◆ Aim of the task ◆
Exact copies of all the records are to be printed.
---
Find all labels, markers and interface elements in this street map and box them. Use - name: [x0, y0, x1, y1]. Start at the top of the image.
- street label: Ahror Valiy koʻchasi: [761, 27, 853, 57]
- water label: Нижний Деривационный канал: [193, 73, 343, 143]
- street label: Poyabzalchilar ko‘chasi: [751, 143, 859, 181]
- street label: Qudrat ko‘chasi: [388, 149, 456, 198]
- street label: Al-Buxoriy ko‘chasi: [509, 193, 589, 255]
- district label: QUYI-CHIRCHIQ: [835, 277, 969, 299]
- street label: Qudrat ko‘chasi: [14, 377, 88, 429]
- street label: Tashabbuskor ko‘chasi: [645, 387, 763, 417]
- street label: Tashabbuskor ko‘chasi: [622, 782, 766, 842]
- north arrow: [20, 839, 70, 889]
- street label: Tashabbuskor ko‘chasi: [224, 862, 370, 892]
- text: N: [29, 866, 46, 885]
---
◆ Answer section ◆
Find all labels, markers and interface elements in this street map and box them. Use - name: [x0, y0, x1, y1]. Start at the top of the image.
- street label: Ahror Valiy koʻchasi: [761, 27, 853, 57]
- water label: Нижний Деривационный канал: [193, 73, 343, 143]
- street label: Poyabzalchilar ko‘chasi: [751, 143, 859, 181]
- street label: Qudrat ko‘chasi: [388, 149, 456, 198]
- street label: Al-Buxoriy ko‘chasi: [509, 193, 589, 255]
- district label: QUYI-CHIRCHIQ: [835, 277, 969, 299]
- street label: Qudrat ko‘chasi: [14, 377, 88, 429]
- street label: Tashabbuskor ko‘chasi: [645, 387, 763, 417]
- street label: Tashabbuskor ko‘chasi: [622, 782, 766, 842]
- north arrow: [20, 839, 70, 889]
- street label: Tashabbuskor ko‘chasi: [224, 862, 370, 892]
- text: N: [29, 866, 46, 885]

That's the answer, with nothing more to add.